Discuss The Viv Lab Rigid Arm


I am trying to do my due diligence about this arm. I am just having a hard time getting my head around this idea of zero overhang and no offset. Does this arm really work the way it is reported to do?

neonknight

Mijostyn, are you paying attention? Zenith. Most likely none of your cartridges is properly aligned due to zenith errors. Which means you’re in no position to preach about TAE. The ancient alignment gods, Lofgren and Baerwald, didn’t have to think about zenith because all styli were conical in 1940, not to mention most turntables were wind-up powered and depended upon acoustic amplification.

@lewm somebody has been doing some homework 😃

@mijostyn talking of jaw dropping, my jaw drops everyone I read one of your posts in this thread.

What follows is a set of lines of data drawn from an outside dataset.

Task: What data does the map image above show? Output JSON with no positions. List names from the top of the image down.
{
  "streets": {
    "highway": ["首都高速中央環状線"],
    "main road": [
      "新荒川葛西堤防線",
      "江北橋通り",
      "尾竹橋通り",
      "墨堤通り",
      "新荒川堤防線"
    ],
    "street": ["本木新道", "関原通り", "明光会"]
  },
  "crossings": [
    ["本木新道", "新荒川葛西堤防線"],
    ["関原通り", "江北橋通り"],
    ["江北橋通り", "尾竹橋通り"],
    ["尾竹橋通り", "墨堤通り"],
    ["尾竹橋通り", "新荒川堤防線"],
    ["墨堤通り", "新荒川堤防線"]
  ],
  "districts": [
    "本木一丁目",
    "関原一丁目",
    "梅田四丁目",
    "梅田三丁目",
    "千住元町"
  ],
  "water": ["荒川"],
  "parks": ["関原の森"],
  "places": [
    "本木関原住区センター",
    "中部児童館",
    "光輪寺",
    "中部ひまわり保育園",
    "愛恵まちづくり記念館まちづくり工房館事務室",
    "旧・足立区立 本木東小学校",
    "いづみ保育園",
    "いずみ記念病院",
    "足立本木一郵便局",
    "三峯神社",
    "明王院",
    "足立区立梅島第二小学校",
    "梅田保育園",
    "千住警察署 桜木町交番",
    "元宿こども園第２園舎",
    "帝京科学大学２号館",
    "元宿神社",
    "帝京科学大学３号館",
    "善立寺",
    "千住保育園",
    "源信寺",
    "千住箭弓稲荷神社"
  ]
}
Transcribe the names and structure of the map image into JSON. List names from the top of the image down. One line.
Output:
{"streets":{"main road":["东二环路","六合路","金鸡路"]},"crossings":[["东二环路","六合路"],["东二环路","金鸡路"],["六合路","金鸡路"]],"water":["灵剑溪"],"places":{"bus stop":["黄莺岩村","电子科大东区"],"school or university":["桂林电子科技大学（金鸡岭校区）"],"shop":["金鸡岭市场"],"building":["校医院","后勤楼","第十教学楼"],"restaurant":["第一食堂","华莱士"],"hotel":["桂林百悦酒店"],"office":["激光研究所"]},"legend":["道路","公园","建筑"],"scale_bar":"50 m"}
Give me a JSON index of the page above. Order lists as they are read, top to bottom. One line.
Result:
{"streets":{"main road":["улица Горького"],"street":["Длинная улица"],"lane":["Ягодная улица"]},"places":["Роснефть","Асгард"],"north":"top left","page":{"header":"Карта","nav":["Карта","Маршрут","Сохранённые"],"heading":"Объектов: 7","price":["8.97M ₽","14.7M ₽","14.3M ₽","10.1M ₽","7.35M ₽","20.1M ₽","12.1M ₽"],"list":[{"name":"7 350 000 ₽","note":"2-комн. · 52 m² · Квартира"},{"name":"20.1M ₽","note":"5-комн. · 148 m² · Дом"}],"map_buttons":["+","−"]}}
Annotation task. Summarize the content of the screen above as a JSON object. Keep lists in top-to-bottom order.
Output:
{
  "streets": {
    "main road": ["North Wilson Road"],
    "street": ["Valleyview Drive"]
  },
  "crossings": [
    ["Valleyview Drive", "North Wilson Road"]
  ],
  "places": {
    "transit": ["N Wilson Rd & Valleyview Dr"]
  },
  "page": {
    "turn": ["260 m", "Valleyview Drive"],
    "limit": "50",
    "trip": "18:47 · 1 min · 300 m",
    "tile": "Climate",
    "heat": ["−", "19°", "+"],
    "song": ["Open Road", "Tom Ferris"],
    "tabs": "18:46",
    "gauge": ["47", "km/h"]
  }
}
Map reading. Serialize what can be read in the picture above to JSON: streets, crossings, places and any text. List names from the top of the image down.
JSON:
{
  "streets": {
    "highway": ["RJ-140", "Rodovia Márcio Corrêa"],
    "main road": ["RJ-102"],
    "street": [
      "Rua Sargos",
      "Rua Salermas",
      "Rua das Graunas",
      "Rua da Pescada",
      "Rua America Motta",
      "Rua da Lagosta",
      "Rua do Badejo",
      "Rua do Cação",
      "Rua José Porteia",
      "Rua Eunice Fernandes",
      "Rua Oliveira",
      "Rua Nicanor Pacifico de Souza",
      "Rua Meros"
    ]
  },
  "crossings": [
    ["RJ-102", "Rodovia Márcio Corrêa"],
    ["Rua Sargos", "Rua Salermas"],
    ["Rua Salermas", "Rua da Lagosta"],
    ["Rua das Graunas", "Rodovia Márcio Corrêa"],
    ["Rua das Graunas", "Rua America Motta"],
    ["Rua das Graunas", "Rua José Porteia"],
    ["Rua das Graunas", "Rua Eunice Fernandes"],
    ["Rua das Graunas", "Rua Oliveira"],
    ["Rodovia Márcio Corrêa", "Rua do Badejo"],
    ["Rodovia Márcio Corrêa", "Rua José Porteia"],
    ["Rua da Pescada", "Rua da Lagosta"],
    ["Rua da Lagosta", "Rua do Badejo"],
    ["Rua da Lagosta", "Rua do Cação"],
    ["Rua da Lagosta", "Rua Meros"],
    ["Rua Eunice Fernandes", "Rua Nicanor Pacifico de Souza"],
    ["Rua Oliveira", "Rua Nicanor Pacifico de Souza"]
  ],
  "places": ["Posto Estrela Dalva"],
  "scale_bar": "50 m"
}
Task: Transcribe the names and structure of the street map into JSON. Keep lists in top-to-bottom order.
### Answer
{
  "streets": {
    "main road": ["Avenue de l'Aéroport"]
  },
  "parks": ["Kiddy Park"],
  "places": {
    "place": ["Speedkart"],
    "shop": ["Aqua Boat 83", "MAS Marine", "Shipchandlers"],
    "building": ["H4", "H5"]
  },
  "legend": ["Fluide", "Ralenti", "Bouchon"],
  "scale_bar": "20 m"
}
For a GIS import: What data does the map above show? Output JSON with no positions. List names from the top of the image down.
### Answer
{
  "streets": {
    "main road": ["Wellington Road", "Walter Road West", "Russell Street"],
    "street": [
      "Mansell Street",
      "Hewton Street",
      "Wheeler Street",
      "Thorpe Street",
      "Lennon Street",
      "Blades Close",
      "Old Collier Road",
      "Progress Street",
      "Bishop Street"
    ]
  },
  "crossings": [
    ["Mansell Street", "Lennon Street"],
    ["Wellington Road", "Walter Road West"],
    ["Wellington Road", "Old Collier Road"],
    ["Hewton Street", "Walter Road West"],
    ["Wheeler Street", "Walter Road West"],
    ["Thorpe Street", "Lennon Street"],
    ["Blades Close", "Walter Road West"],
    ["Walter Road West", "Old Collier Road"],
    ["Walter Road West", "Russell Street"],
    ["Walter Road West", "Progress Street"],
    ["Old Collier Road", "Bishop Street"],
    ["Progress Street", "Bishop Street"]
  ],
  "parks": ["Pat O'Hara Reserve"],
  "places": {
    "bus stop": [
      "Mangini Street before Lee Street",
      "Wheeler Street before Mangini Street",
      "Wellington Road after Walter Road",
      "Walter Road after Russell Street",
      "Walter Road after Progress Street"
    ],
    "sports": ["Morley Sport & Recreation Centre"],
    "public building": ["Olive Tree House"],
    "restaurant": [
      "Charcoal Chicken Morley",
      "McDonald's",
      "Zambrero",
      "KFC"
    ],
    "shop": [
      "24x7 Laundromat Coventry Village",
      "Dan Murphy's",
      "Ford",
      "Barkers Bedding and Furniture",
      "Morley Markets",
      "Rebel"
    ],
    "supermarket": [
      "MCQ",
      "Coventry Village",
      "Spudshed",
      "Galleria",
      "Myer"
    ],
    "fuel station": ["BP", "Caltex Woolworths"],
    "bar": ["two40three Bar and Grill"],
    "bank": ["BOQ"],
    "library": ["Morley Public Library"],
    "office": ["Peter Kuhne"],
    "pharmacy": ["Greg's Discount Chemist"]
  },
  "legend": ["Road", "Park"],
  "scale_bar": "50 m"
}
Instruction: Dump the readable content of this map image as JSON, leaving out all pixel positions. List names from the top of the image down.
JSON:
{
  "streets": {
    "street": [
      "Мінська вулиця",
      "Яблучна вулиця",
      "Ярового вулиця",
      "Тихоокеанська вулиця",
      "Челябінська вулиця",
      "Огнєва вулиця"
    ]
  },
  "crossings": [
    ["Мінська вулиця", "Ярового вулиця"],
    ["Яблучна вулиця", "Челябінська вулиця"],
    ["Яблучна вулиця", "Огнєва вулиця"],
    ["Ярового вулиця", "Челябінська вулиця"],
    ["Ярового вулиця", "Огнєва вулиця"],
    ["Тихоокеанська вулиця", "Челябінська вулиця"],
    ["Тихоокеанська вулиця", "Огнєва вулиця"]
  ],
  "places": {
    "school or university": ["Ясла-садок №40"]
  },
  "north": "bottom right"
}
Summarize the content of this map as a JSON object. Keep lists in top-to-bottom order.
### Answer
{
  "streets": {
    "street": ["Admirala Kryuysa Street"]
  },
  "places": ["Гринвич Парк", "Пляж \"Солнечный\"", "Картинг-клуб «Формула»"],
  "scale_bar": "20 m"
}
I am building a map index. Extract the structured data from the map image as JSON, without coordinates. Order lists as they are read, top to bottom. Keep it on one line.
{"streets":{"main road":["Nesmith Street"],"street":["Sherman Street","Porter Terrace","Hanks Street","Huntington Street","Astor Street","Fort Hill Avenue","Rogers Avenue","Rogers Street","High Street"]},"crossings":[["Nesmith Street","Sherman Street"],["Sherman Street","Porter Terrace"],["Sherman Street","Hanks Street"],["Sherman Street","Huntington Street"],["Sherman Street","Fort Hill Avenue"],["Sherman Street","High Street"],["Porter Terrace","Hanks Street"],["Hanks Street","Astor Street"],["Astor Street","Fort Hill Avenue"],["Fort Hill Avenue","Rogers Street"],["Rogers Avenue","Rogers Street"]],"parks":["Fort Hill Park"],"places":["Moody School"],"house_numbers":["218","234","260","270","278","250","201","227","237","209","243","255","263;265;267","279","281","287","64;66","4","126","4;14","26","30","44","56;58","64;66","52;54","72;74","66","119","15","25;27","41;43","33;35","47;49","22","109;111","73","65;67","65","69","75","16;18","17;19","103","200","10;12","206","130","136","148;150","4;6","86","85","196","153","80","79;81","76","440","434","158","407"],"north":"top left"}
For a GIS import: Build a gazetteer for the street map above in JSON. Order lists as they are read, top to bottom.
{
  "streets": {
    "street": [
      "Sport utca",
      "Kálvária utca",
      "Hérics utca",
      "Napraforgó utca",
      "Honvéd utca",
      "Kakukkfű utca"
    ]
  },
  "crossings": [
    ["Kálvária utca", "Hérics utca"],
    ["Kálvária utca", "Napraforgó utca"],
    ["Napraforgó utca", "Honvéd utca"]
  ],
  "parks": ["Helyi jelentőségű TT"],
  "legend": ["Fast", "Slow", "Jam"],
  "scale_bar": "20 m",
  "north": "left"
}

@gzm I appreciate you like the flexibility of the Viv being free standing, what I found is that by securing it to the surface where it is mounted with a couple of pieces of double sided sticky tape wrought benefits. I suppose you could also use very very thin slithers of blue tack. Worth a try if you haven't already.

@kennyc you still haven't scratched the itch with the Viv yet.

@gzm 

" This seems advantageous to me because the largest source of vibrations is probably my turntable itself since it contains a heavy spinning platter as well as a motor."

Keeping the armbase off the turntable won't solve your perceived problems.  The stylus will pick up all the vibration of which you speak.  I'm not well up on Lenco, but my father had one and it was idler wheel driven - do they have new models, are they still trading?  Anyhow, if your turntable is really this bad, you need to upgrade.